Mi rimaneva una sola confortante certezza riguardo l’aristocrazia della ristorazione italiana, tirata per la giacchetta dalle mode più sceme, confusa dalla crisi, lisciata e lodata senza posa dalla critica istituzionale, che preferisce coltivare il proprio orticello piuttosto che i lettori.
Quasi tutto era perduto, poiché, in preda a una sorta di compulsione iconoclasta, l’avanguardia del settore aveva lavorato in sottrazione, cominciando col demolire e scomporre le ricette della tradizione. Non sazi, si erano rivolti con il medesimo accanimento alla sala, generando locali contusi e scrostati. Infine, si erano dedicati alla tavola, esiliando le tovaglie, disegnando piatti sbilenchi o vastissimi, bicchieri monchi, sedie anti-uomo, tovaglioli che sembrano già usati dal cliente precedente e posate multiuso che ricordano i coltellini svizzeri.
Ma il fattore umano mi consolava. Confidavo, insomma, che almeno per camerieri e cuochi ci sarebbe stato un salvacondotto, un argine di buonsenso allo smisurato impulso dei creativi. Illuso. La rivoluzione è un’alta marea che non conosce né ostacoli, né pietà. E non c’è stato scampo per il personale di sala. Addio, vecchie giacche bianche, panciotti, camicie immacolate all’ombra dei farfallini.
In questi ultimi tempi, ho avuto la fortuna di essere servito da camerieri nelle tenute più bislacche e preoccupanti, come quelli vestiti da gangster, in abito nero, camicia nerissima e cravatta colorata. Ogni proposta dei quali sembrava un’offerta che non si può rifiutare.
Ma ho avuto a che fare anche con poveri disgraziati costretti a indossare certi grembiuli color ginocchiera, tristi come un negozio di ortopedia. O giacche piene di bottoni metallici e colletto alla coreana: una via di mezzo tra la divisa ottocentesca dei vigili urbani e la giacchina di Steve McQueen in Papillon.
Il massimo dello stupore, tuttavia, risale a poco tempo fa. Quando, a Milano, mi sono recato da “Alice”, vertice gastronomico del farinettiano Eataly. I ragazzi e le ragazze in sala indossavano leggiadramente un completino di coloretti chiari in tessuto morbido. Dapprima ho pensato al pigiama di un mio zio di terzo grado, che visitai in ospedale da bambino. Poi, però, mi è tornata alla memoria la tenuta dei protagonisti di Spazio 1999, telefilm fantascientifico degli anni Settanta. Quasi identici. Una reinterpretazione (tanto per stare al lessico del settore) di straordinario stile. Fortunatamente, la vena emulativa non è giunta sino al punto da armarli di laser.
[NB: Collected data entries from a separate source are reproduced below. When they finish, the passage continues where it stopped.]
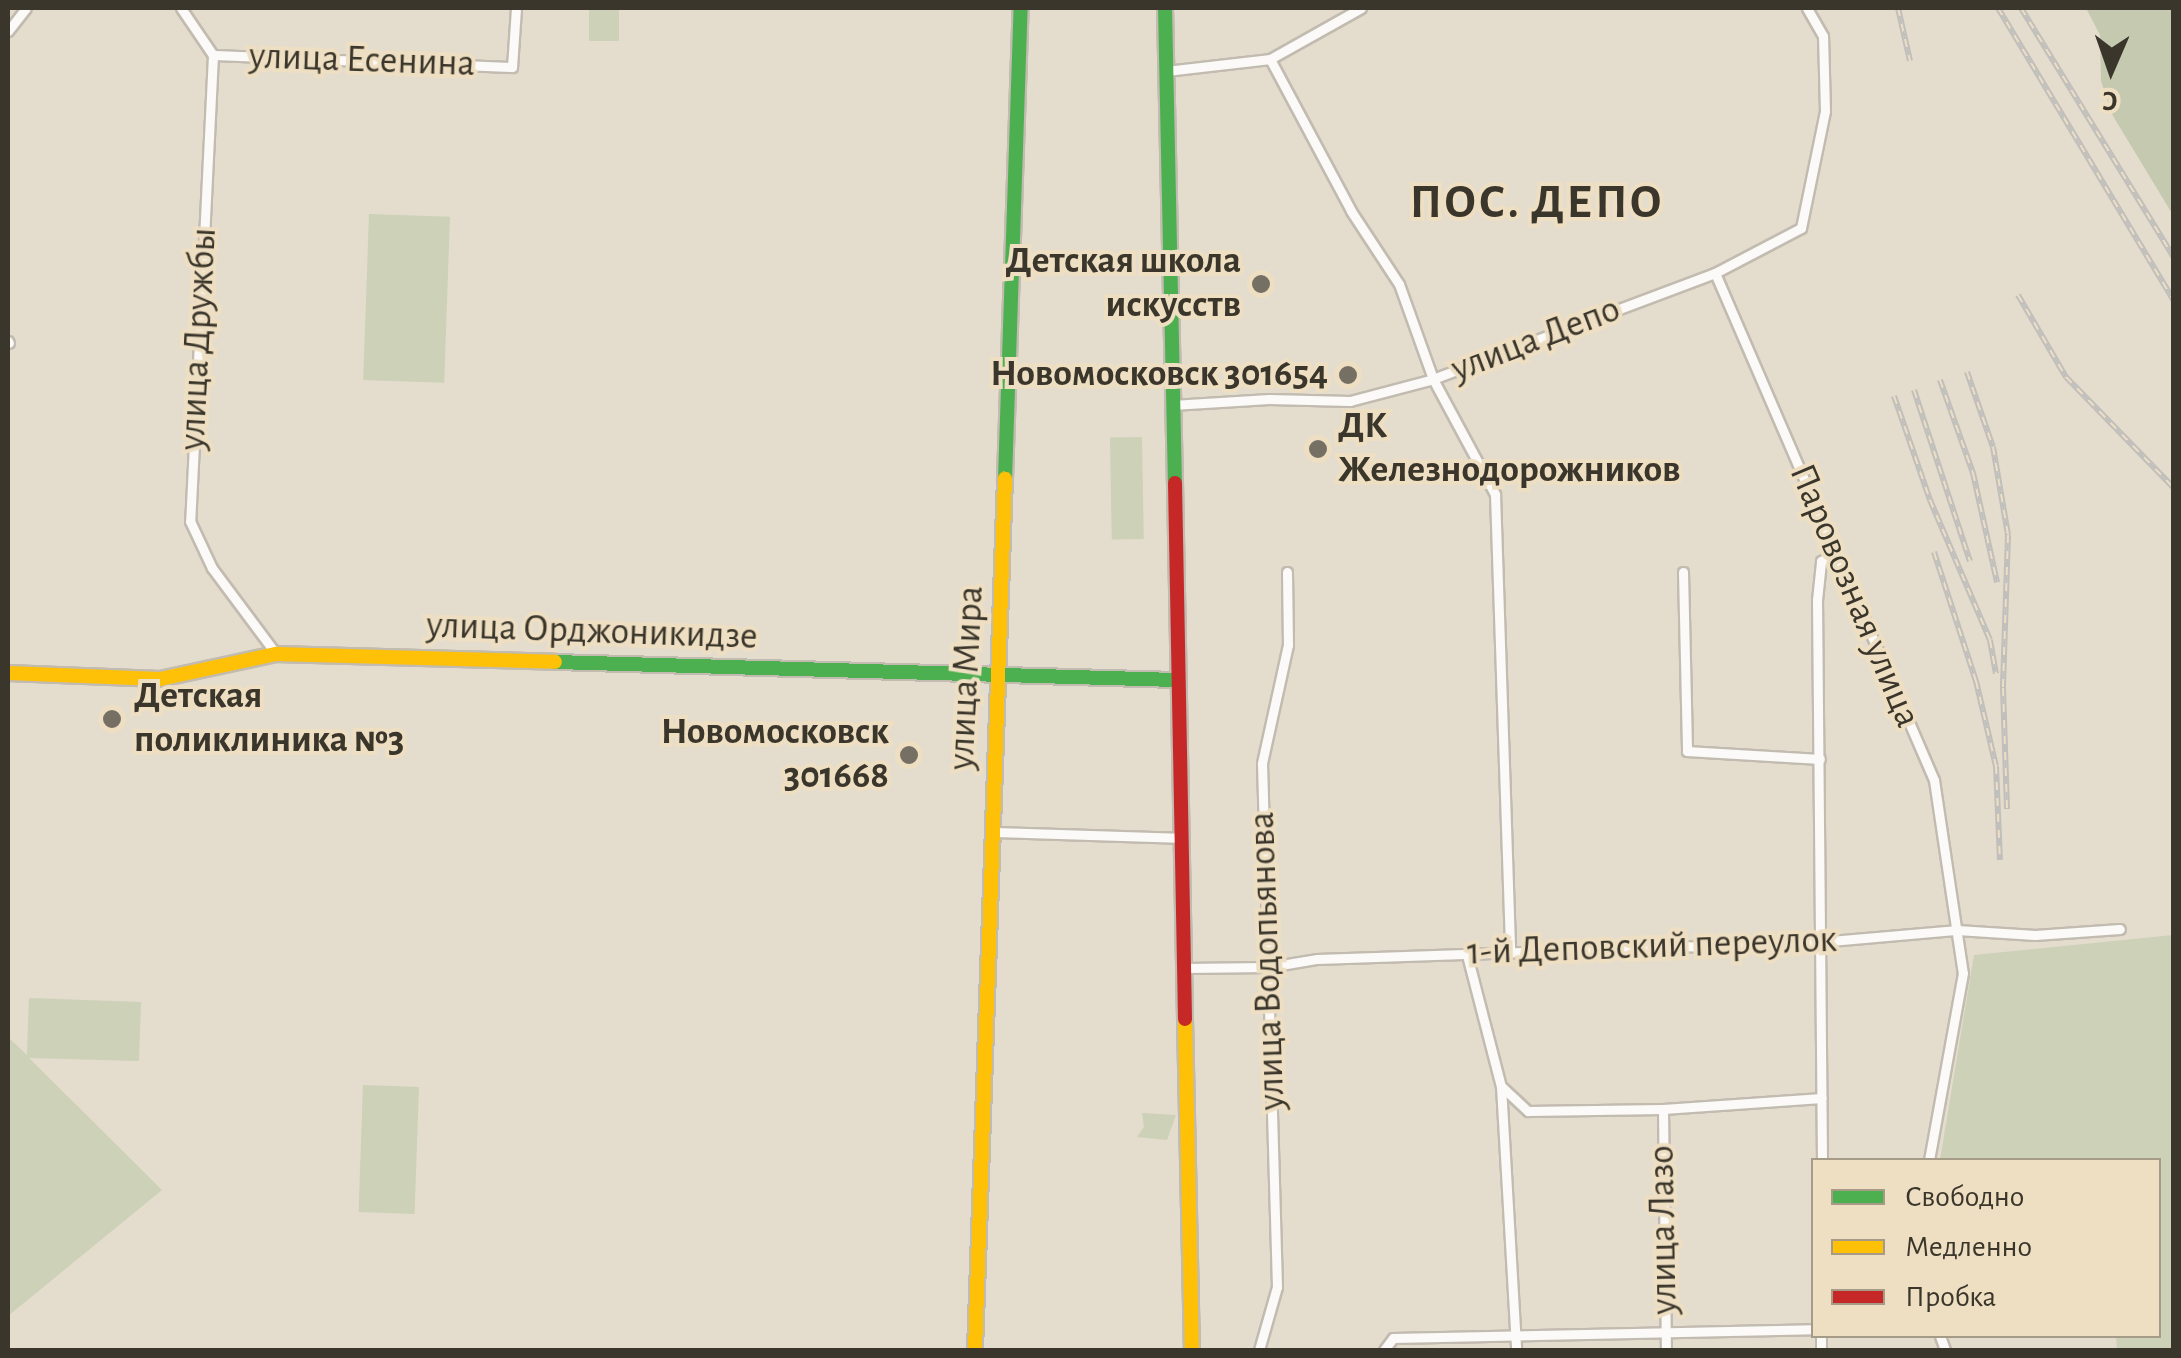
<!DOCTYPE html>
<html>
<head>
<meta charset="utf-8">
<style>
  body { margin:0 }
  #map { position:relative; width:2181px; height:1358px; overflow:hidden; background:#e4dccd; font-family:"Alegreya Sans",sans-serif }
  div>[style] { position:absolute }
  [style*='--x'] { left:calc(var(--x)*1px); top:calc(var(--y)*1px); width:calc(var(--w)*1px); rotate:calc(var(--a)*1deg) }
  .green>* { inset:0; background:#ccd1b8; transform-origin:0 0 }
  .forest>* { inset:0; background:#c4c9b0 }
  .roads { filter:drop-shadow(2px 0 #c2bbb0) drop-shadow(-2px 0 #c2bbb0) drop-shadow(0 2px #c2bbb0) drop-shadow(0 -2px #c2bbb0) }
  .street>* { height:9px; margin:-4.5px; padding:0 4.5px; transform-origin:4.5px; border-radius:4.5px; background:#fbfaf8 }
  .fast>* { height:14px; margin:-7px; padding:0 7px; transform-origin:7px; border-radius:7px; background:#4caf50 }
  .slow>* { height:14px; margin:-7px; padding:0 7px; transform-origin:7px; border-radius:7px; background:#ffc107 }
  .jam>* { height:14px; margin:-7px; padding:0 7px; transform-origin:7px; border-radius:7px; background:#c62828 }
  .rail>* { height:6px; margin-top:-3px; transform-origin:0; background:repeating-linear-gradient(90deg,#eedfc3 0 8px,#c1bfbb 0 16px); box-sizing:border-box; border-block:2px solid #c1bfbb }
  .dots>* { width:28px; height:28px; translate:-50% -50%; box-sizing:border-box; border:5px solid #eedfc3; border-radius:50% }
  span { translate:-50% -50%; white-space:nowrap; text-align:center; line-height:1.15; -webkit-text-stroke:8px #eedfc3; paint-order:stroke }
  .street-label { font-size:38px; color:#3b362b }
  .poi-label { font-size:38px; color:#3b362b; font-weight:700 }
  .right { translate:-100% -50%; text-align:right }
  .left { translate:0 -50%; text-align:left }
  .district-label { font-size:48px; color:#3b362b; font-weight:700; letter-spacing:2.5px }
  .frame { position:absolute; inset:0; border:10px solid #3b362b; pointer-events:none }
  .legend { position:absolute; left:1811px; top:1158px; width:350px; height:180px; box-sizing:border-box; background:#eedfc3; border:2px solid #a69b86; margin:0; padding:12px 18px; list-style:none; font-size:30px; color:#3b362b }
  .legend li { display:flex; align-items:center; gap:20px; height:50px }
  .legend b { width:50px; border:2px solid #a69b86 }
  .north { position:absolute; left:2061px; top:20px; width:100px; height:100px; -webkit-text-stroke:8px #eedfc3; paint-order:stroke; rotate:182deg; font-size:28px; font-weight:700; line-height:40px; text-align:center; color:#3b362b }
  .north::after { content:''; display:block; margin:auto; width:35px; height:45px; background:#3b362b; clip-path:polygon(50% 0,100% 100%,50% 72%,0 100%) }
</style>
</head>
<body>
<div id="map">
  <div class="green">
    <div style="left:589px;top:8px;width:30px;height:33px"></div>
    <div style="left:369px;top:214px;width:81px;height:166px;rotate:2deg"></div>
    <div style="left:1142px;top:437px;width:102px;height:32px;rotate:89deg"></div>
    <div style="clip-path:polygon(2173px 935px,2173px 1350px,2117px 1350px,2116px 1336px,2158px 1336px,2158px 1160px,1940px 1160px,1974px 955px)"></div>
    <div style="clip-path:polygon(29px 998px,141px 1002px,139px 1061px,29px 1058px,162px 1190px,8px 1316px,8px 1037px,27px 1055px)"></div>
    <div style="left:363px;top:1085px;width:56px;height:127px;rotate:2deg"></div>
    <div style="clip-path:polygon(1142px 1113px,1176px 1115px,1167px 1140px,1137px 1137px,1144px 1127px)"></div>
  </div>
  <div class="forest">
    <div style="clip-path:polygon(2086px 8px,2173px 8px,2173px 215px,2113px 116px,2101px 81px,2100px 35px)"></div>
  </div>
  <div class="roads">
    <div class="street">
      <div style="--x:181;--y:8;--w:57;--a:55.8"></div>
      <div style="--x:213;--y:55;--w:467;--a:92.8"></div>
      <div style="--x:190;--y:521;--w:52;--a:64.9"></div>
      <div style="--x:212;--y:568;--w:107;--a:53.3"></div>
      <div style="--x:1361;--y:8;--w:104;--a:150.7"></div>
      <div style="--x:1270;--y:59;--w:172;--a:61.9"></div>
      <div style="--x:1351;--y:211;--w:87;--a:56.7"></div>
      <div style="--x:1399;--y:284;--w:101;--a:70.3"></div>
      <div style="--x:1433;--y:379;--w:301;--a:-20.6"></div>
      <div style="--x:1715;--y:273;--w:97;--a:-27.6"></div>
      <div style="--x:1801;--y:228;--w:119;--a:-78.4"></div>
      <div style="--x:1825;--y:111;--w:75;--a:-91.5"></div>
      <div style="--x:1823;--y:36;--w:32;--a:-120"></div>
      <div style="--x:8;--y:31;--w:29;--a:-52"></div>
      <div style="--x:213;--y:55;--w:299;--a:2.3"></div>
      <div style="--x:512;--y:67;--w:59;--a:-86.1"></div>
      <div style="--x:1166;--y:71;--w:105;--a:-6.6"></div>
      <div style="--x:1715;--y:273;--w:552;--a:66.64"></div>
      <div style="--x:1934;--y:780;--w:195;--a:81.5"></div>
      <div style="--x:1963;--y:973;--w:190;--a:100.3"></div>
      <div style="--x:8;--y:341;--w:2;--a:63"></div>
      <div style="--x:1172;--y:405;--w:97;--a:-3.5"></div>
      <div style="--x:1269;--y:399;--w:81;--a:1.4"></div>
      <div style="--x:1350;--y:401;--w:86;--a:-14.8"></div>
      <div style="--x:1433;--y:379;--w:131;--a:61.7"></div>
      <div style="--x:1495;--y:494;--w:459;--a:88.1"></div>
      <div style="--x:1683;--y:572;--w:179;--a:88.7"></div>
      <div style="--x:1687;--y:751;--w:133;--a:3.4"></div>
      <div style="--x:992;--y:832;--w:189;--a:1.8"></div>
      <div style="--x:1467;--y:955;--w:135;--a:75.5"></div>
      <div style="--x:1501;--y:1086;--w:264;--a:86.7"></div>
      <div style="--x:1185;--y:968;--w:84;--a:-0.7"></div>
      <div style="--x:1269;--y:967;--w:49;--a:-9.5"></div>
      <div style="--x:1317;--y:959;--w:502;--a:-1.94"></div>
      <div style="--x:1819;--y:942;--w:139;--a:-5"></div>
      <div style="--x:1957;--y:930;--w:78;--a:3.7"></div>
      <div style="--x:2035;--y:935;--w:85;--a:-4"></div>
      <div style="--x:1501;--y:1086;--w:37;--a:43"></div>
      <div style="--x:1528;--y:1111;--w:135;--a:-0.8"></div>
      <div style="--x:1663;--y:1109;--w:159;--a:-4"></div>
      <div style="--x:1663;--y:1109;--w:241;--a:89.3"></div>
      <div style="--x:1822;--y:1160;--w:560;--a:-90.51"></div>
      <div style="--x:1817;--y:600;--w:39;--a:-84"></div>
      <div style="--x:1821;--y:561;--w:16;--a:-27"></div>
      <div style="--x:1940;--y:1336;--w:15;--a:70"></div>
      <div style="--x:1259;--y:1350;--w:66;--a:-74.1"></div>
      <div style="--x:1277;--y:1287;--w:524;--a:-91.64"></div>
      <div style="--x:1262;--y:763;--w:121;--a:-77.6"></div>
      <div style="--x:1288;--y:645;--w:73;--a:-90.8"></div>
      <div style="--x:1384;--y:1350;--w:15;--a:-53"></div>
      <div style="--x:1393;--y:1338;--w:421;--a:-1.2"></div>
      <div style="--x:1821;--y:1350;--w:14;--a:-90"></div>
    </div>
    <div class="fast">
      <div style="--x:1165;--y:8;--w:475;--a:88.8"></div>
      <div style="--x:1005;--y:479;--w:471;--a:-88.1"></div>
      <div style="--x:555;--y:662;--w:622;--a:1.66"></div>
    </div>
    <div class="slow">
      <div style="--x:8;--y:673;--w:152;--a:2.3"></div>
      <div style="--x:160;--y:679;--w:119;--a:-12.2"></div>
      <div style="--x:276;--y:654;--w:279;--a:1.6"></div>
      <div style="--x:1185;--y:1019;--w:331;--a:88.8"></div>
      <div style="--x:975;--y:1350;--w:872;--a:-88.03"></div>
    </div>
    <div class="jam">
      <div style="--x:1175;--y:483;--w:536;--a:88.93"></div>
    </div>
  </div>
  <div class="rail">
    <div style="--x:1898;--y:8;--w:54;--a:77.2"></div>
    <div style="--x:1998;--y:8;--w:342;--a:59"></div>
    <div style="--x:2021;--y:8;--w:293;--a:58.5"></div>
    <div style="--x:2018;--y:295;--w:95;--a:59.7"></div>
    <div style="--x:2066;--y:377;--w:155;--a:45.8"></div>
    <div style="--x:1967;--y:372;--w:79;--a:70.9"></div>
    <div style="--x:1993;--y:447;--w:89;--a:80.3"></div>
    <div style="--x:2008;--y:535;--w:153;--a:91.9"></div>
    <div style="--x:2003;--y:688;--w:121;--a:88.1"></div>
    <div style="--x:1940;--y:380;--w:99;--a:70.5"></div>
    <div style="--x:1973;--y:473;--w:112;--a:77.6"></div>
    <div style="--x:1914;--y:390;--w:180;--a:71.9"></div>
    <div style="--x:1894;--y:396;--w:110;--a:70.9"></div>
    <div style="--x:1930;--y:500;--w:152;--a:66.8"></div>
    <div style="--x:1990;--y:640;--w:34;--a:80"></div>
    <div style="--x:1934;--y:552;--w:136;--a:72"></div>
    <div style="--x:1976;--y:681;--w:87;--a:76.8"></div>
    <div style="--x:1996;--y:766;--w:94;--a:87.6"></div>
  </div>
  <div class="dots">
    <div style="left:1261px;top:284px;background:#767064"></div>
    <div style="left:1348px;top:375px;background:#767064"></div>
    <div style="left:1318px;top:449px;background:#767064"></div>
    <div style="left:112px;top:719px;background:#767064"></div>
    <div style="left:909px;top:755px;background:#767064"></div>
  </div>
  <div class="street-label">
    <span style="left:362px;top:61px;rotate:2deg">улица Есенина</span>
    <span style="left:199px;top:339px;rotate:-87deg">улица Дружбы</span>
    <span style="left:1536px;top:340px;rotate:-21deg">улица Депо</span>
    <span style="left:1854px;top:596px;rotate:67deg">Паровозная улица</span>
    <span style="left:592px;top:632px;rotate:2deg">улица Орджоникидзе</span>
    <span style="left:967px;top:678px;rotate:-87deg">улица Мира</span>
    <span style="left:1652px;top:947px;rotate:-2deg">1-й Деповский переулок</span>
    <span style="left:1268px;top:961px;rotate:-92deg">улица Водопьянова</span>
    <span style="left:1664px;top:1230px;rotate:-91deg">улица Лазо</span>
  </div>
  <div class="poi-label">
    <span class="right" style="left:1241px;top:284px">Детская школа<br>искусств</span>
    <span class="right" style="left:1328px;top:375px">Новомосковск 301654</span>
    <span class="left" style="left:1338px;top:449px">ДК<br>Железнодорожников</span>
    <span class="left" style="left:134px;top:719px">Детская<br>поликлиника №3</span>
    <span class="right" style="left:889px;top:755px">Новомосковск<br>301668</span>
  </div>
  <div class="district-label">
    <span style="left:1537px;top:204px">ПОС. ДЕПО</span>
  </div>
  <div class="frame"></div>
  <ul class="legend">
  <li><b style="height:12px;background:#4caf50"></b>Свободно</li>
  <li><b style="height:12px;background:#ffc107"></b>Медленно</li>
  <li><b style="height:12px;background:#c62828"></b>Пробка</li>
  </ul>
  <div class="north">С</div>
</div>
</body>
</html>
E in cucina? Non s’era ancora visto niente di rilevante. Ma non bisogna mai sottovalutare la controparte. E, infatti, ecco che a “Casa Perbellini” i cuochi sono vestiti come picciotti siculi, con gilet e coppola. Citazione tanto più geniale in quanto priva di senso apparente, dato che ci troviamo nella piazza patronale di Verona.
Vedremo se questa tendenza troverà terreno fertile anche tra i fornelli. Nell’attesa, mi permetto di suggerire un’ulteriore e decisiva svolta. Perché non distribuire e imporre cappellini, parrucche e nasi finti alla clientela?